- **TASK PROMPT**
What you return must match the records below exactly, down to each character.

- **Collected data entries**
+===+

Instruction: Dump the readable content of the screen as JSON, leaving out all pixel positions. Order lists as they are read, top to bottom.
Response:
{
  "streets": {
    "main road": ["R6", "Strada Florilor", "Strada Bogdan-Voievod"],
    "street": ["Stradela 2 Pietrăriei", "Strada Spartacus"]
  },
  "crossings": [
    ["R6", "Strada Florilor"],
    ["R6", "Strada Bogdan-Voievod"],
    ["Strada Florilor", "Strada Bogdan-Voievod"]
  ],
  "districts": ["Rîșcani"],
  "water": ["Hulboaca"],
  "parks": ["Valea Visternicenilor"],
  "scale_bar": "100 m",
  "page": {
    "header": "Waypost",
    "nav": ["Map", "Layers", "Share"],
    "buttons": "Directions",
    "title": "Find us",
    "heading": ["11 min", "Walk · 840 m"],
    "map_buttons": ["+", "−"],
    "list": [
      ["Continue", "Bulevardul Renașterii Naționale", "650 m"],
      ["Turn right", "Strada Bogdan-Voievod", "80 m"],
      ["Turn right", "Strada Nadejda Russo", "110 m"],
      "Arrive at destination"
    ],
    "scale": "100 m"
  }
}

+===+

- **OUTPUT**
Instruction: Dump the readable content of the screen as JSON, leaving out all pixel positions. Order lists as they are read, top to bottom.
Response:
{
  "streets": {
    "main road": ["R6", "Strada Florilor", "Strada Bogdan-Voievod"],
    "street": ["Stradela 2 Pietrăriei", "Strada Spartacus"]
  },
  "crossings": [
    ["R6", "Strada Florilor"],
    ["R6", "Strada Bogdan-Voievod"],
    ["Strada Florilor", "Strada Bogdan-Voievod"]
  ],
  "districts": ["Rîșcani"],
  "water": ["Hulboaca"],
  "parks": ["Valea Visternicenilor"],
  "scale_bar": "100 m",
  "page": {
    "header": "Waypost",
    "nav": ["Map", "Layers", "Share"],
    "buttons": "Directions",
    "title": "Find us",
    "heading": ["11 min", "Walk · 840 m"],
    "map_buttons": ["+", "−"],
    "list": [
      ["Continue", "Bulevardul Renașterii Naționale", "650 m"],
      ["Turn right", "Strada Bogdan-Voievod", "80 m"],
      ["Turn right", "Strada Nadejda Russo", "110 m"],
      "Arrive at destination"
    ],
    "scale": "100 m"
  }
}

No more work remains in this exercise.